Obtaining MySQL Cluster NDB 6.3. MySQL Cluster NDB 6.3 releases are source-only releases which you must compile and install using the instructions found in Section 2.9, “MySQL Installation Using a Source Distribution”, and in Section 20.3.1, “Building MySQL Cluster from Source Code”. You can download the GPL source tarball from the MySQL FTP site at ftp://ftp.mysql.com/pub/mysql/download/cluster_telco/.
This Beta release incorporates all bugfixes and changes made in the previous MySQL Cluster NDB 6.3 release, as well as all bugfixes and feature changes which were added in mainline MySQL 5.1 through MySQL 5.1.23 (see Section C.1.7, “Changes in MySQL 5.1.23 (29 January 2008)”).
Please refer to our bug database at http://bugs.mysql.com/ for more details about the individual bugs fixed in this version.
Functionality added or changed:
Beginning with this version, MySQL Cluster NDB
6.3.x releases once again include the
InnoDB storage engine. In order to enable
InnoDB, you must configure the build using
--with-innodb.
Bugs fixed:
MySQL Cluster:
Cluster failures could sometimes occur when performing more than
three parallel takeovers during node restarts or system
restarts. This affected MySQL Cluster NDB
6.3.x releases only.
(Bug#34445)
MySQL Cluster:
Upgrades of a cluster using while a
DataMemory setting in excess of 16 GB caused
data nodes to fail.
(Bug#34378)
MySQL Cluster:
Performing many SQL statements on NDB tables
while in AUTOCOMMIT mode caused a memory leak
in mysqld.
(Bug#34275)
MySQL Cluster: In certain rare circumstances, a race condition could occur between an aborted insert and a delete leading a data node crash. (Bug#34260)

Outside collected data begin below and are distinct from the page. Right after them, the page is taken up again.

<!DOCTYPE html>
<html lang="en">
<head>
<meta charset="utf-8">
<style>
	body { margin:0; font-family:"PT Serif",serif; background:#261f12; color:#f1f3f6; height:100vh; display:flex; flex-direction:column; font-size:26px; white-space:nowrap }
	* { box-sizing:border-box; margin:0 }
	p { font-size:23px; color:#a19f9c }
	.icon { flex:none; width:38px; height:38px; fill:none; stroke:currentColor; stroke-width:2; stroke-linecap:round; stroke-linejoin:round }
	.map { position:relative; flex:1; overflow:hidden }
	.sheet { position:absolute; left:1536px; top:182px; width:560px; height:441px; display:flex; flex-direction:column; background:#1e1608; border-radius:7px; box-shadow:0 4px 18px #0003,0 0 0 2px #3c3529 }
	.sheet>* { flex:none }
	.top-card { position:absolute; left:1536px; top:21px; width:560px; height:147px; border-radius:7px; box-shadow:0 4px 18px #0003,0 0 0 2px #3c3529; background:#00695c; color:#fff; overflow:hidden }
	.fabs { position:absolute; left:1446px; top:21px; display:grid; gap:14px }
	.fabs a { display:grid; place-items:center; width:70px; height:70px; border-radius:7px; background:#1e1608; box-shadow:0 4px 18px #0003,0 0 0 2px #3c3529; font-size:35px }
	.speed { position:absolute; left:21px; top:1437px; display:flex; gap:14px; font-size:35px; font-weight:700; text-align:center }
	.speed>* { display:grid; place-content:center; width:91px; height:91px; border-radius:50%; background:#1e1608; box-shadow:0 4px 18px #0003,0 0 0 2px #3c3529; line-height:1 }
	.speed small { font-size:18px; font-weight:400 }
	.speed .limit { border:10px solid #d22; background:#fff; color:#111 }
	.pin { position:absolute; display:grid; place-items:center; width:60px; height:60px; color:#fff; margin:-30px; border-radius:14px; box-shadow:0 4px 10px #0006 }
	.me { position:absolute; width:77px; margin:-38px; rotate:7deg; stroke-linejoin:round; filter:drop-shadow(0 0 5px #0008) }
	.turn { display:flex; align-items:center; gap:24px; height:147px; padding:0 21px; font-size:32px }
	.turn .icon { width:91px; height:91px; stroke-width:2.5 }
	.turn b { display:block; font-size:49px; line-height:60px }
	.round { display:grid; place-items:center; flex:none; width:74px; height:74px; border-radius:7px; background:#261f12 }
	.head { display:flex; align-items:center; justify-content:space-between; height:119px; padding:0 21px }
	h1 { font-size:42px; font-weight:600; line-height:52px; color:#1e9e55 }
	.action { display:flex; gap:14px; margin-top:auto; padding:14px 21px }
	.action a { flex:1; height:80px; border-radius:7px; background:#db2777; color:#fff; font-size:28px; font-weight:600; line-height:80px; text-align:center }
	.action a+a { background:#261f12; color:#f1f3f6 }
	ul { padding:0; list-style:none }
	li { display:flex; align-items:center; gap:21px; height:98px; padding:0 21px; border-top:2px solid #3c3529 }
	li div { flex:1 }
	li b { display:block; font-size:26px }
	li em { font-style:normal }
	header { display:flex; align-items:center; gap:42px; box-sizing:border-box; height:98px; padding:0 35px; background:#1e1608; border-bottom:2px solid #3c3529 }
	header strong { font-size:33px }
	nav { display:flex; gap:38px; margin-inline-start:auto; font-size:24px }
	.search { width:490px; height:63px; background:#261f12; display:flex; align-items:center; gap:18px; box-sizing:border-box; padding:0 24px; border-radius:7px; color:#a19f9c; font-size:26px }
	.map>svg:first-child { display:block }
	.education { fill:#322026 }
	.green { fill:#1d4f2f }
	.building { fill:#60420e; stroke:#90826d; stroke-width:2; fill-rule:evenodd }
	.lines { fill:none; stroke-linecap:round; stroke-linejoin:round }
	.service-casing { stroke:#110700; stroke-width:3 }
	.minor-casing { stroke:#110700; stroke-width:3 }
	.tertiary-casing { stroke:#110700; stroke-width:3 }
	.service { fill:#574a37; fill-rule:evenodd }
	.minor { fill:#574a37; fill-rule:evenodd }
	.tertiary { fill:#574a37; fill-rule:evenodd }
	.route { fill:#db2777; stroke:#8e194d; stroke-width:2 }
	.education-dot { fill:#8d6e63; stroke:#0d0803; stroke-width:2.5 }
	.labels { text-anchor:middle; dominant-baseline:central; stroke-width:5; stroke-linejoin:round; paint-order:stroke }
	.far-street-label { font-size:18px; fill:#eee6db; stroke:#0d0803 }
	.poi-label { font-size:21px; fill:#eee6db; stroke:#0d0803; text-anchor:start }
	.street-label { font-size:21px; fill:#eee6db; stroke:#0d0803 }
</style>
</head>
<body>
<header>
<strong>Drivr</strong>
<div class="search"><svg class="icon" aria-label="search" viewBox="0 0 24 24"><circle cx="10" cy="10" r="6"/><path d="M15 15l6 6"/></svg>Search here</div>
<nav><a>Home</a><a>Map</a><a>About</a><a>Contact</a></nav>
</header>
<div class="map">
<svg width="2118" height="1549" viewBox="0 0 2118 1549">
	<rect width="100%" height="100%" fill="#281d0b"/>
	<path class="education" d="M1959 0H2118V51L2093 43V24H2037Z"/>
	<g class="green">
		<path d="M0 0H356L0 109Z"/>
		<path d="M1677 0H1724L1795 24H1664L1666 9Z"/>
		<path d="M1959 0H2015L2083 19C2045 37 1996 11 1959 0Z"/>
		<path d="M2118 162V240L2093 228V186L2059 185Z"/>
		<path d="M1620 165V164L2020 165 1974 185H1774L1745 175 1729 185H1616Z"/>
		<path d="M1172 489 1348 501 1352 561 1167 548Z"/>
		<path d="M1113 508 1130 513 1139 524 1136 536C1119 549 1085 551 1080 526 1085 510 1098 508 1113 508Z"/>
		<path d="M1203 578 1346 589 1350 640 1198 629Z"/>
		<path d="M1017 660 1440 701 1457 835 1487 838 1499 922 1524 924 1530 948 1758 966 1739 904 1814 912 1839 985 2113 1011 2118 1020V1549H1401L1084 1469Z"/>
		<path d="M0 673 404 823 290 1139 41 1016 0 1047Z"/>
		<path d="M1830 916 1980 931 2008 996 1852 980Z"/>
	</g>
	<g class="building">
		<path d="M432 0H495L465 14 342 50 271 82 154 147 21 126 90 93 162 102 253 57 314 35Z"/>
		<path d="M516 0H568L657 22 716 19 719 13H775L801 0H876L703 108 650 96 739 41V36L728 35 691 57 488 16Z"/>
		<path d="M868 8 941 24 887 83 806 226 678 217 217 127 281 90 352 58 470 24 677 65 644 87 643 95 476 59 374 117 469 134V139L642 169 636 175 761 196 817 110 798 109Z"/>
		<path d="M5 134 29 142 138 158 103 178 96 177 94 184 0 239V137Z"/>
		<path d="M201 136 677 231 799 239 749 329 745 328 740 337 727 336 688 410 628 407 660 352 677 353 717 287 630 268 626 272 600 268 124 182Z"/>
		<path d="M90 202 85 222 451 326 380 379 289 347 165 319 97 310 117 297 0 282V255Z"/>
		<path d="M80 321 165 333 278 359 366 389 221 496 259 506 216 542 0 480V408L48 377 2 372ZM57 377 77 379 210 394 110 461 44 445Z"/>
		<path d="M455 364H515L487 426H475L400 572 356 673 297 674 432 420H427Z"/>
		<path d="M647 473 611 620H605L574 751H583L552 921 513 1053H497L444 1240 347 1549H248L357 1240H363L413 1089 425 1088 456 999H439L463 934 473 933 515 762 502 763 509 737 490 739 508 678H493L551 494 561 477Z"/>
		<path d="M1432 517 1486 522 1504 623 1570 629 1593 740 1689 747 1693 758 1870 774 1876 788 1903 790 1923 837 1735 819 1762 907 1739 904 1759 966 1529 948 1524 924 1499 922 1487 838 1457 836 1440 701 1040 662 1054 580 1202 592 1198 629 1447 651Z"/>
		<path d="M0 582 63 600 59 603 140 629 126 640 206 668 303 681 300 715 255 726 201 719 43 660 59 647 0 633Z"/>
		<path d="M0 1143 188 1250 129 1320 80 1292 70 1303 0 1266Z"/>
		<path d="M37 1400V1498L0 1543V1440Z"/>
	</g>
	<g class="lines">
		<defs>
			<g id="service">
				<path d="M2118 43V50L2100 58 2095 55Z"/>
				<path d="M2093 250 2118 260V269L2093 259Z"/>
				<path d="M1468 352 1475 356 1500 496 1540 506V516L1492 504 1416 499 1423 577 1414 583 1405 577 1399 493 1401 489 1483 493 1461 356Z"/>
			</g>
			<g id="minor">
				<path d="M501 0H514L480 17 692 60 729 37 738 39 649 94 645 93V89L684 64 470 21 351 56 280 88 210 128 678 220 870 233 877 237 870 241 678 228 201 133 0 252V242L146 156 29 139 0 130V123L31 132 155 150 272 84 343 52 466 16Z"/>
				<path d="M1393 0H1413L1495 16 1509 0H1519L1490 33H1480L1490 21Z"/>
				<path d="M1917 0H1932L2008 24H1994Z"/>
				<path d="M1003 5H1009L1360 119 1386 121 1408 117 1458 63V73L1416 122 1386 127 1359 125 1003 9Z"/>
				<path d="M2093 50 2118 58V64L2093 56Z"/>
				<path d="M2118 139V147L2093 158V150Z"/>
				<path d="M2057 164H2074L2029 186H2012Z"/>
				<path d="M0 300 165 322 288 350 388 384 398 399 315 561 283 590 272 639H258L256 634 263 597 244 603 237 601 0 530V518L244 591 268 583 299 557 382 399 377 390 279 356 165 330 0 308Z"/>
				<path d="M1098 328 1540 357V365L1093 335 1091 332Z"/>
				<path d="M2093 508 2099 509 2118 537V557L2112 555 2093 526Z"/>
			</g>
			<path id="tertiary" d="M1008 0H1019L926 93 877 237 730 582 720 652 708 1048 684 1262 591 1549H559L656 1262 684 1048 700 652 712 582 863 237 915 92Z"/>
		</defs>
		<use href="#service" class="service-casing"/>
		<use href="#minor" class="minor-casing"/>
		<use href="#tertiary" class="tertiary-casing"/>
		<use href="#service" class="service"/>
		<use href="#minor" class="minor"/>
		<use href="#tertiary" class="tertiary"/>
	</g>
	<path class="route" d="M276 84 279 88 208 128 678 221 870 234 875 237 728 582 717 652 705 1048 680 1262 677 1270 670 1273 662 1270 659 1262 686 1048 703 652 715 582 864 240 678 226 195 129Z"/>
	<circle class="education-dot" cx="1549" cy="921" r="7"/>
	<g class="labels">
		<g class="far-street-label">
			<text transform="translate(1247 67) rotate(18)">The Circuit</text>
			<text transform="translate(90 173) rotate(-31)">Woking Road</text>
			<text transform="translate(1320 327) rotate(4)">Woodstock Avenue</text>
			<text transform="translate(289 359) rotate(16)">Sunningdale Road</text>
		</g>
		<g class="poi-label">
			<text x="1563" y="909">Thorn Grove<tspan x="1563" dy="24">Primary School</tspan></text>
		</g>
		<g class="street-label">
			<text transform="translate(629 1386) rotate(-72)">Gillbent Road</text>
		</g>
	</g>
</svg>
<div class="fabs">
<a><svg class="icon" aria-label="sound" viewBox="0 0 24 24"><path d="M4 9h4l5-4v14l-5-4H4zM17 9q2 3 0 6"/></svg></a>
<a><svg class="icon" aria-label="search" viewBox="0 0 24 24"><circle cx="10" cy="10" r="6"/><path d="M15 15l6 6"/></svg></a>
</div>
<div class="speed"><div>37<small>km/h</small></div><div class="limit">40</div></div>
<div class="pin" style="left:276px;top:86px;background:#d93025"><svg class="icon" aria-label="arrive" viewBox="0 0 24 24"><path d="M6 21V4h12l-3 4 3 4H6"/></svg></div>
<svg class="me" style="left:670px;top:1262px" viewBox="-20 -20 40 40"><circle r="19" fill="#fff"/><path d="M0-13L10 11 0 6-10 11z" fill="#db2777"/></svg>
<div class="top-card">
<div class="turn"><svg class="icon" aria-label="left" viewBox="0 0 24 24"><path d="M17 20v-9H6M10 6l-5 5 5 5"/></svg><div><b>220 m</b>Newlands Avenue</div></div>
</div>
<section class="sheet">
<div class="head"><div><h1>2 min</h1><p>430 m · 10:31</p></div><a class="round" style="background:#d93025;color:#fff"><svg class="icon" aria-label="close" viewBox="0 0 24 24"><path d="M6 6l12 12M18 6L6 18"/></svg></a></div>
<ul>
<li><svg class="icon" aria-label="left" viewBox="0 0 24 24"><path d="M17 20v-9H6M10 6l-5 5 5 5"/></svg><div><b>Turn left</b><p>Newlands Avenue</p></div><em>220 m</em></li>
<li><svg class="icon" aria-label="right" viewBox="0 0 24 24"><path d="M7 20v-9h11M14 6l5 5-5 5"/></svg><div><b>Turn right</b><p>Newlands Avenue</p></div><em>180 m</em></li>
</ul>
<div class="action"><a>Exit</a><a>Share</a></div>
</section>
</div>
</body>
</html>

MySQL Cluster: Multi-table updates using ordered indexes during handling of node failures could cause other data nodes to fail. (Bug#34216)
MySQL Cluster:
When configured with NDB support, MySQL
failed to compile using gcc 4.3 on 64bit
FreeBSD systems.
(Bug#34169)
MySQL Cluster: The failure of a DDL statement could sometimes lead to node failures when attempting to execute subsequent DDL statements. (Bug#34160)
MySQL Cluster:
Extremely long SELECT statements (where the
text of the statement was in excess of 50000 characters) against
NDB tables returned empty results.
(Bug#34107)
MySQL Cluster:
When configured with NDB support, MySQL
failed to compile on 64bit FreeBSD systems.
(Bug#34046)
MySQL Cluster:
Statements executing multiple inserts performed poorly on
NDB tables having
AUTO_INCREMENT columns.
(Bug#33534)
MySQL Cluster: The ndb_waiter utility polled ndb_mgmd excessively when obtaining the status of cluster data nodes. (Bug#32025)
See also Bug#32023
MySQL Cluster: Transaction atomicity was sometimes not preserved between reads and inserts under high loads. (Bug#31477)
MySQL Cluster: Having tables with a great many columns could cause Cluster backups to fail. (Bug#30172)
Cluster Replication: Disk Data:
Statements violating unique keys on Disk Data tables (such as
attempting to insert NULL into a NOT
NULL column) could cause data nodes to fail. When the
statement was executed from the binlog, this could also result
in failure of the slave cluster.
(Bug#34118)
Disk Data: Updating in-memory columns of one or more rows of Disk Data table, followed by deletion of these rows and re-insertion of them, caused data node failures. (Bug#33619)
Cluster Replication:
Setting --replicate-ignore-db=mysql caused the
mysql.ndb_apply_status table not to be
replicated, breaking Cluster Replication.